Use Tensorflow in AWS Lambda Free Tier

Written by

Perhaps you have trained your own TensorFlow model or want to implement one in a controllable AWS serverless infrastructure. Sometimes your model can not be used with TensorFlow Lite or you want to have the full version, then you realize that AWS Lambda has a storage limit of 250MB (512MB unzipped).

That is not even the size of some versions of the TensorFlow libraries. So, you wonder: is it possible to use Lambda functions to deploy TensorFlow models? The answer is yes! And, in this article, we'll use AWS Lambda + API Gateway + EFS to build a simple web application that can identify images based on a pre-trained model.

A controllable, serverless infrastructure gives us the power to implement what we want. In the case of AI models, it can be to protect our models, reduce costs, and, of course, scalability with little DevOps. There are other ways to achieve this, like using Docker containers and Amazon ECR, but these have some important costs associated with them. If we use Lambda, we will always have one million free requests (always), the same for API Gateway (first year), and 5GB of space for EFS (first year).

We are going to use Python in Lambda here, but this can also be used to work with JavaScript or other languages. Better architecture can be achieved with AWS Amplify, Serverless, Terraform, or other IaC frameworks, but the focus of this tutorial is to give a broad overview of how to use EFS + Lambda. Please keep in mind that this tutorial does not have any important considerations in matters of security; its purpose is to only show how to use these components.

All steps in this tutorial work under the free tier of Amazon AWS.

Creating an EFS file system

Let's enter EFS in the Amazon AWS console and click on Create file system.

Let's add the desired name, select a VPC (remember this one, because it is going to be used later), set it to Regional availability (this is under the Free Tier), and finally click on the Create button.

Then, create an Access point. This is how the Lambda function, that we will create later, is going to access the EFS file system.

Type a name and a root directory path, in this case, we set it to: efs-tf-ap and /tf respectively.

Also, set owner ids to 1001 with a 777 permission. Finally, click on the Create access point button.

Accessing the EFS file system through EC2

There are many ways to access the EFS file system and install dependencies, emulating a Lambda environment. For example, it is possible to use the AWS CLI and a Docker container image in order to emulate the behavior of that environment. But, in this article, we are going to use an EC2 instance to access our EFS file system and install all the needed dependencies for our TensorFlow inference model.

Go to EC2 and select the Launch instances button.

Select t2.micro as the instance type, as it is under the free tier.
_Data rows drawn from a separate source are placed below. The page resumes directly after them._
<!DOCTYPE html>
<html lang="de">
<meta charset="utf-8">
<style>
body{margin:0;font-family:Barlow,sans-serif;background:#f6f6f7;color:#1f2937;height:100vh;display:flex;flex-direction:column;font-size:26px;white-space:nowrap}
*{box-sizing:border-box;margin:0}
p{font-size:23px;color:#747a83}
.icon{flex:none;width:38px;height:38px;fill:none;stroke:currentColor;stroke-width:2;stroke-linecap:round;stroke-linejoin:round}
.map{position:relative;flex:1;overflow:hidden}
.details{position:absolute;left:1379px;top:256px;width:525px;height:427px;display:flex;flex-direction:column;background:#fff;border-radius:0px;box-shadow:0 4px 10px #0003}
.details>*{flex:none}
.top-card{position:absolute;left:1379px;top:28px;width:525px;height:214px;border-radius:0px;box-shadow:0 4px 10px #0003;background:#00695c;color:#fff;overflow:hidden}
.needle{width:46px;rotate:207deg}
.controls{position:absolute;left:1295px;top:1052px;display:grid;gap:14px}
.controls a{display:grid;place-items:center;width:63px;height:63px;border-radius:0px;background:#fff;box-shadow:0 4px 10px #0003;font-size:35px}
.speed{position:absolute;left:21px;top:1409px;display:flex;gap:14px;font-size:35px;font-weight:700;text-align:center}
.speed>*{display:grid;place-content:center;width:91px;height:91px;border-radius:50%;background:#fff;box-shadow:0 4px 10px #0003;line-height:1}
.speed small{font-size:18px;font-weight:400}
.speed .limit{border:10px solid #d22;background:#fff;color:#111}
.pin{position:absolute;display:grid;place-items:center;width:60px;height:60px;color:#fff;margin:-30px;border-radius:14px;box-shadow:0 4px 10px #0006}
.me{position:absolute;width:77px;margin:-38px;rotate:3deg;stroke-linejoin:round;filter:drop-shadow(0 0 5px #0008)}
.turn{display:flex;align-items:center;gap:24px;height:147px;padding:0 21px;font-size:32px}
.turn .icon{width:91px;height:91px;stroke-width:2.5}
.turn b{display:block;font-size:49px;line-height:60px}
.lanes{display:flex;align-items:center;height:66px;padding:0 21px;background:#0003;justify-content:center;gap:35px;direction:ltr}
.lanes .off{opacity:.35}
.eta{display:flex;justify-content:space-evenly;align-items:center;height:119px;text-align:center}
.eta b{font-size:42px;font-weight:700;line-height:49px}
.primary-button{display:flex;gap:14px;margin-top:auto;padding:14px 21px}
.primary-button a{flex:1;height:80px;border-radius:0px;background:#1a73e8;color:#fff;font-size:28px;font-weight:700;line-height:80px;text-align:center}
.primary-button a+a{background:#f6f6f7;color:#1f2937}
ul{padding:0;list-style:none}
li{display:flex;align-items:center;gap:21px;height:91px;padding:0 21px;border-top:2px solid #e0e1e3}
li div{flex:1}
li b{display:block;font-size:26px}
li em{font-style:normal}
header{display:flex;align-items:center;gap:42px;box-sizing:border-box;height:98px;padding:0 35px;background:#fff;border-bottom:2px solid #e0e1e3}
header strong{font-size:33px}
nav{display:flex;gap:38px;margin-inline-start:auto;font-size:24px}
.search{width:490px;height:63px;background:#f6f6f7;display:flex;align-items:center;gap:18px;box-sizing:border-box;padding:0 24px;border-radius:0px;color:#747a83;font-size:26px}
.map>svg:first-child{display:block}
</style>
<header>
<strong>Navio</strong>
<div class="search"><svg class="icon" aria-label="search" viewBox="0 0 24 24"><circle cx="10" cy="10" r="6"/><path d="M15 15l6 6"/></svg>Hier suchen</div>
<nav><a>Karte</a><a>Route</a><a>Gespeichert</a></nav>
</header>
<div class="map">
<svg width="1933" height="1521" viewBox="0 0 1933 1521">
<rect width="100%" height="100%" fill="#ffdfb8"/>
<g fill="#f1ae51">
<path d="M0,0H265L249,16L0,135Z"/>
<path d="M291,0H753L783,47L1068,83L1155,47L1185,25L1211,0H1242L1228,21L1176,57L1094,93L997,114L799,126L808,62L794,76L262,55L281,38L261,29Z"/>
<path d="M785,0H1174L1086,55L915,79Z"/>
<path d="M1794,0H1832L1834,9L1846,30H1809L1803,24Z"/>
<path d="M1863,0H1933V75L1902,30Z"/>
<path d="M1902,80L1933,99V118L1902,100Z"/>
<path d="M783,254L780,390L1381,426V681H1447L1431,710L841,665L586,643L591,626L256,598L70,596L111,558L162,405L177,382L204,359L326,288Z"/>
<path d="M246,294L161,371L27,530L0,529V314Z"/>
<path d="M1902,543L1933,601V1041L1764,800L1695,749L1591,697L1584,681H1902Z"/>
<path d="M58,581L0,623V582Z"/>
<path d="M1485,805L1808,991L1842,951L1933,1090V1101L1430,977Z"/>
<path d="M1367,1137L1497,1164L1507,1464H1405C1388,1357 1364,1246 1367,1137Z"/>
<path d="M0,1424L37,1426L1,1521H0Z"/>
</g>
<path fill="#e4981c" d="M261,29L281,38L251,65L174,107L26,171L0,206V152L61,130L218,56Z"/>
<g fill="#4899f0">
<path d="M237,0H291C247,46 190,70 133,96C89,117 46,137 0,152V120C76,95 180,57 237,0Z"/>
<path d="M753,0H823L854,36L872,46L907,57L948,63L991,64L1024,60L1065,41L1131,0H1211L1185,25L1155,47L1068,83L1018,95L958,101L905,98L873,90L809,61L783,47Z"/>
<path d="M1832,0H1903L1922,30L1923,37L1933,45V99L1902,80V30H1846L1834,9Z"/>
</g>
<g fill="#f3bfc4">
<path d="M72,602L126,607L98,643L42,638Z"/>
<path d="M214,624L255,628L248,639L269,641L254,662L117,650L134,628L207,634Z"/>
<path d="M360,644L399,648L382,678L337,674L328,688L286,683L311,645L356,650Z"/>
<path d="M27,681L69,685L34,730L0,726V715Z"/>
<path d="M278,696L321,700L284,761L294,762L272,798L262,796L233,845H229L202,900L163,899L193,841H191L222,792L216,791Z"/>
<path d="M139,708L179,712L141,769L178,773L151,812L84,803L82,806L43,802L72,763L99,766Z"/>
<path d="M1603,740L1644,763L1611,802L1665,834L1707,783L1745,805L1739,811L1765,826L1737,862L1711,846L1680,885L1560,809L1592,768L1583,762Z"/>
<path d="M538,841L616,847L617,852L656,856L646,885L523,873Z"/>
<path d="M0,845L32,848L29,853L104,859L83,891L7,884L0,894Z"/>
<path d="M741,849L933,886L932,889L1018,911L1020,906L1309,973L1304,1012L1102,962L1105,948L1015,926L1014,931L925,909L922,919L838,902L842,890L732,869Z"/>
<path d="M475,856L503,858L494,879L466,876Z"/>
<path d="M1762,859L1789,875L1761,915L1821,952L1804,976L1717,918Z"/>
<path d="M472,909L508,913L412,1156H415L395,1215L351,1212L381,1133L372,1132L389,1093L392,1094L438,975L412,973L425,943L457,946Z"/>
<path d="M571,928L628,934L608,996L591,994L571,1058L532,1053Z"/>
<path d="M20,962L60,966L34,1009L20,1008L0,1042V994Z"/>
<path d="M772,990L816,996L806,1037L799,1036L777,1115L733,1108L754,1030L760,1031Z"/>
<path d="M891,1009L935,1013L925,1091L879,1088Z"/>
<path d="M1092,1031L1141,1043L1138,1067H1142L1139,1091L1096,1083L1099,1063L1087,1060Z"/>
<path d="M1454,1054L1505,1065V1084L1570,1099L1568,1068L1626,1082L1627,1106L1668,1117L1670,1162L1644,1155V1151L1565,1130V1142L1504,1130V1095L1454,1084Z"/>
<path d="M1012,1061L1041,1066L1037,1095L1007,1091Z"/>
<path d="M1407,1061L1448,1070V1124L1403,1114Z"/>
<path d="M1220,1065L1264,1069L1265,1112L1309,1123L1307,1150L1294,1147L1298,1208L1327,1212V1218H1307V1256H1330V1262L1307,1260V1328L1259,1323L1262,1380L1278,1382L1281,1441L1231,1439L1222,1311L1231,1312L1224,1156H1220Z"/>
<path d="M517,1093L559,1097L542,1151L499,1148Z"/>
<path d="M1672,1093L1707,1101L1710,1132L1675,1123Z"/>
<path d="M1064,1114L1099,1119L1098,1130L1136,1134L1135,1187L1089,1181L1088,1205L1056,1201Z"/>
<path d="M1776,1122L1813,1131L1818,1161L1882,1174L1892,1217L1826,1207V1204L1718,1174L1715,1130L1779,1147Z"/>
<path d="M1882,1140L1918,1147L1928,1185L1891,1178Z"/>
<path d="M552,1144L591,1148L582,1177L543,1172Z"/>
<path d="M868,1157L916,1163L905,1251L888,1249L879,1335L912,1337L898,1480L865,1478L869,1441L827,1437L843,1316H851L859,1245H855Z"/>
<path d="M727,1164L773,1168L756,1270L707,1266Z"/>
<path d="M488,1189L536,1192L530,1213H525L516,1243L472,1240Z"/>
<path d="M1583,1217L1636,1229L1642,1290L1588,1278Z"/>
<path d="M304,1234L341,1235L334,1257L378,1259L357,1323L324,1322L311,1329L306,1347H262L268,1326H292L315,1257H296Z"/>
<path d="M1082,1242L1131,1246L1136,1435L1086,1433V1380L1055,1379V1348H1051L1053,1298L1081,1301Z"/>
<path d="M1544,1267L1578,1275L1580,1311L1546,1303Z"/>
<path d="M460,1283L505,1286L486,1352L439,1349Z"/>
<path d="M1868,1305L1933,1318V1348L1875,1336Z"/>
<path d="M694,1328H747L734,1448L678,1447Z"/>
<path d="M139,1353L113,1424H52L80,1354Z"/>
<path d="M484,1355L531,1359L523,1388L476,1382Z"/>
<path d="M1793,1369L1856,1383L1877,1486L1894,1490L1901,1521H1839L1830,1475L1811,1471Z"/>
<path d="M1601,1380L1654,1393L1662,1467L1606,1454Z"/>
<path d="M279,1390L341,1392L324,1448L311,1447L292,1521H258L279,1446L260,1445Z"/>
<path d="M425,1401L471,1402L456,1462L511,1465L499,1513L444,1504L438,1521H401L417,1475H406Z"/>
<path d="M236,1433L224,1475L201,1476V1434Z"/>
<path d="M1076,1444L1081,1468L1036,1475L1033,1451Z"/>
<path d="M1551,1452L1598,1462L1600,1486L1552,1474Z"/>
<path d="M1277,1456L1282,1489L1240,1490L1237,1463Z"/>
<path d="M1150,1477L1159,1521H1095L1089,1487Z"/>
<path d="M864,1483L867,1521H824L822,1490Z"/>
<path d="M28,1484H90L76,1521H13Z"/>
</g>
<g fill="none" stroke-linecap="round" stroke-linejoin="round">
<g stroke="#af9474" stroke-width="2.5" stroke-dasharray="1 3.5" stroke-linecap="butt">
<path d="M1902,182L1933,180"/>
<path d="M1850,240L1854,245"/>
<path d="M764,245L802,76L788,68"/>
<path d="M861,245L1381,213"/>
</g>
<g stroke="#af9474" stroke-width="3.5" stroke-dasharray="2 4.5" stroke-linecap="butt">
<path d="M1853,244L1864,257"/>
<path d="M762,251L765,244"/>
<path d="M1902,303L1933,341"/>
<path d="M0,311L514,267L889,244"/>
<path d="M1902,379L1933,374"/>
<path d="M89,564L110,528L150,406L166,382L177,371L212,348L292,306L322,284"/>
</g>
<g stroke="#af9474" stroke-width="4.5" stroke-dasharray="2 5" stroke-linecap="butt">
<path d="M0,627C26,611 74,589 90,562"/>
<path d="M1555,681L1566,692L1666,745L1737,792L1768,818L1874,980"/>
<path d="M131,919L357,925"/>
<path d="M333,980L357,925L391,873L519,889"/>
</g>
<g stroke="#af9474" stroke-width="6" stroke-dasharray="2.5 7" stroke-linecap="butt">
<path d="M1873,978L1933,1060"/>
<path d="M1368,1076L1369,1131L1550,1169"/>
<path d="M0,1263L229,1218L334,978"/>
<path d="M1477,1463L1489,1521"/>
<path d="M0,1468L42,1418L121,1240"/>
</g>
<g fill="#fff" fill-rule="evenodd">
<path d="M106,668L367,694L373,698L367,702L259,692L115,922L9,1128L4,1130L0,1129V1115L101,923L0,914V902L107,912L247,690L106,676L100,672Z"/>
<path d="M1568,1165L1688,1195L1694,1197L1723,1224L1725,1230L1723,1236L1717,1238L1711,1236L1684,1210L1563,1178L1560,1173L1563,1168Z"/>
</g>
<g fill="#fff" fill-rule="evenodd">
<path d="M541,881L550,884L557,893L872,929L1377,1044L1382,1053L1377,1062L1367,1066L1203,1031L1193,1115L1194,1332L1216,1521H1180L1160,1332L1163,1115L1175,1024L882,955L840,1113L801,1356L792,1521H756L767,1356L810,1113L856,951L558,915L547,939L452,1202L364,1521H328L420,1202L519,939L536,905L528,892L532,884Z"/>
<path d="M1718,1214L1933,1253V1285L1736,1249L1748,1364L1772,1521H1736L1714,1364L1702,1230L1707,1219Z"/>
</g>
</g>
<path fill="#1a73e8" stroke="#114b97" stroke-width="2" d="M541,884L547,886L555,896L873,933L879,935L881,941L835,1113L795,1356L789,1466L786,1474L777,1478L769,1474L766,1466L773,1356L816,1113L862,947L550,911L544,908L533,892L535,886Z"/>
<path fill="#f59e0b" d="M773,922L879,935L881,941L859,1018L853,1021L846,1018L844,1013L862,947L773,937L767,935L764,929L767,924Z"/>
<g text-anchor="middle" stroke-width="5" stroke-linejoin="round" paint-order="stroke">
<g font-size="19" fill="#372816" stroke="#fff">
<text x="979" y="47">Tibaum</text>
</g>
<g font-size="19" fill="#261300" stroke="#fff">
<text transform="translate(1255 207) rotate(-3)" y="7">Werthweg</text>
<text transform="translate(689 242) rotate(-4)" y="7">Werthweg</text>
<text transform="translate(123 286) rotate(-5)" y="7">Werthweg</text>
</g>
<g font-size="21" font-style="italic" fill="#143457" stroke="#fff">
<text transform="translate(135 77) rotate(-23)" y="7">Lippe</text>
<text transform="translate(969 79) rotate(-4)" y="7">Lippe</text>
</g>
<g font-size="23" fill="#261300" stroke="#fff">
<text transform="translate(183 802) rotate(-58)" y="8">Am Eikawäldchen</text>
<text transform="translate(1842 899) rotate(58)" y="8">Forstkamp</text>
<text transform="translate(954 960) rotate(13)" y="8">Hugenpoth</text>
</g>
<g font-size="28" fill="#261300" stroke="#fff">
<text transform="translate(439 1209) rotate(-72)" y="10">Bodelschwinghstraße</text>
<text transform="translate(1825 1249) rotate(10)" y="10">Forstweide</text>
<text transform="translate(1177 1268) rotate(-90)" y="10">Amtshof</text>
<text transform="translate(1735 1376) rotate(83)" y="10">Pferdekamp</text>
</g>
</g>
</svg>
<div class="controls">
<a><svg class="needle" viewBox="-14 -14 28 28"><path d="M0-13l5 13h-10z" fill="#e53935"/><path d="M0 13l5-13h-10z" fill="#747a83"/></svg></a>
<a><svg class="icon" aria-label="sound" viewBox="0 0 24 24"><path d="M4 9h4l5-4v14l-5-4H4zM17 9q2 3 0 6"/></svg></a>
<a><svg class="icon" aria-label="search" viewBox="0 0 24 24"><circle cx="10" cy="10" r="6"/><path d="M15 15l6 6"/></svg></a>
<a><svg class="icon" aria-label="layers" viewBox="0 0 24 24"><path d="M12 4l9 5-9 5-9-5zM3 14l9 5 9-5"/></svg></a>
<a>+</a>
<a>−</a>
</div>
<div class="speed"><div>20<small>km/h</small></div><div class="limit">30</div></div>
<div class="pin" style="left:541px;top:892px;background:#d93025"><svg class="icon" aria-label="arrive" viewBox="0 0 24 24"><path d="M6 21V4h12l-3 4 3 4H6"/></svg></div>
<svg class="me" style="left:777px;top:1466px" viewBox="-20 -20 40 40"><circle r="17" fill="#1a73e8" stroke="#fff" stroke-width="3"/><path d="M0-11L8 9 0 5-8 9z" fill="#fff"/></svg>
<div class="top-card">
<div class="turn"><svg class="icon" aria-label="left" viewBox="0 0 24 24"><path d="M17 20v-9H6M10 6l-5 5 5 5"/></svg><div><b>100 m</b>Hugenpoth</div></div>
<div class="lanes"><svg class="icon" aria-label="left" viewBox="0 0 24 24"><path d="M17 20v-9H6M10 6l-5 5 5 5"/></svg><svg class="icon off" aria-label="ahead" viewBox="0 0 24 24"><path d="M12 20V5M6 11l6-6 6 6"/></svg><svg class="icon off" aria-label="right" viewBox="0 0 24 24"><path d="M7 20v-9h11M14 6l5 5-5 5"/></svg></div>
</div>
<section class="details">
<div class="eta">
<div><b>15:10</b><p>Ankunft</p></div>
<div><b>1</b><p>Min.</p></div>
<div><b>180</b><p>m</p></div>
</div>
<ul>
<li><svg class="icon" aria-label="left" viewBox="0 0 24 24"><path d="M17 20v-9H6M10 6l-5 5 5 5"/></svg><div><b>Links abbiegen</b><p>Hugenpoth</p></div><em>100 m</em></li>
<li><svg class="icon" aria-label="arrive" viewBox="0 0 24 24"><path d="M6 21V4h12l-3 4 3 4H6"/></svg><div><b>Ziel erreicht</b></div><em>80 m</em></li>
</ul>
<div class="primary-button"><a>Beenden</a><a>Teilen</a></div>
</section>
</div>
Note: if your model is too big and needs some processing when downloading, maybe it would be necessary to change this instance to a higher one. Please keep in mind that this instance is only to be used for downloading dependencies and models.

Choose the same VPC selected in the EFS file system

Select the EFS file system created in the steps above and tick Automatically create and attach the required security groups.

Finally, check if SSH is open to the internet.

Download that key; we are going to need it later in order to connect to that EC2 through SSH.

Installing dependencies in the EFS file system

Let's go to EC2 and get our public IPv4 address.

Now let's SSH to that machine:

ssh -i <key> ec2-user@<Public_IPv4_address>

Note: If you are using Linux/MacOS (remember to "chmod 600" that keyfile before), in Windows you can use Putty and follow this procedure.

Then, we can check if EFS is mounted in our EC2 instance. For that, run the following command:

mount | grep /mnt/efs/fs1

If it throws something, we are ready to install dependencies. If not, please check the previous steps again.

Now, we are going to create a folder where all dependencies will be stored and owned by the Amazon Linux AMI default user ("ec2-user"):

sudo mkdir /mnt/efs/fs1/tf
sudo chown ec2-user:ec2-user /mnt/efs/fs1/tf

We will be using the full version of TensorFlow to infer our models and pillow to threat images.

# Install dependencies:

sudo yum install python3
pip3 install TensorFlow pillow -t /mnt/efs/fs1/tf/lib --no-cache-dir

Note: Take note of the Python version installed. This must match the one we will use when creating the Lambda function.

Now, we are going to download and unzip our model. In this case, we are going to use the "Image Classification" starter model from the TensorFlow website.

cd /mnt/efs/fs1/tf
wget https://storage.googleapis.com/download.TensorFlow.org/models/tflite/mobilenet_v1_1.0_224_quant_and_labels.zip
unzip mobilenet_v1_1.0_224_quant_and_labels.zip
rm mobilenet_v1_1.0_224_quant_and_labels.zip

Finally, we must set permissions for user 1001 to This is the one that Lambda will use through the access point created earlier.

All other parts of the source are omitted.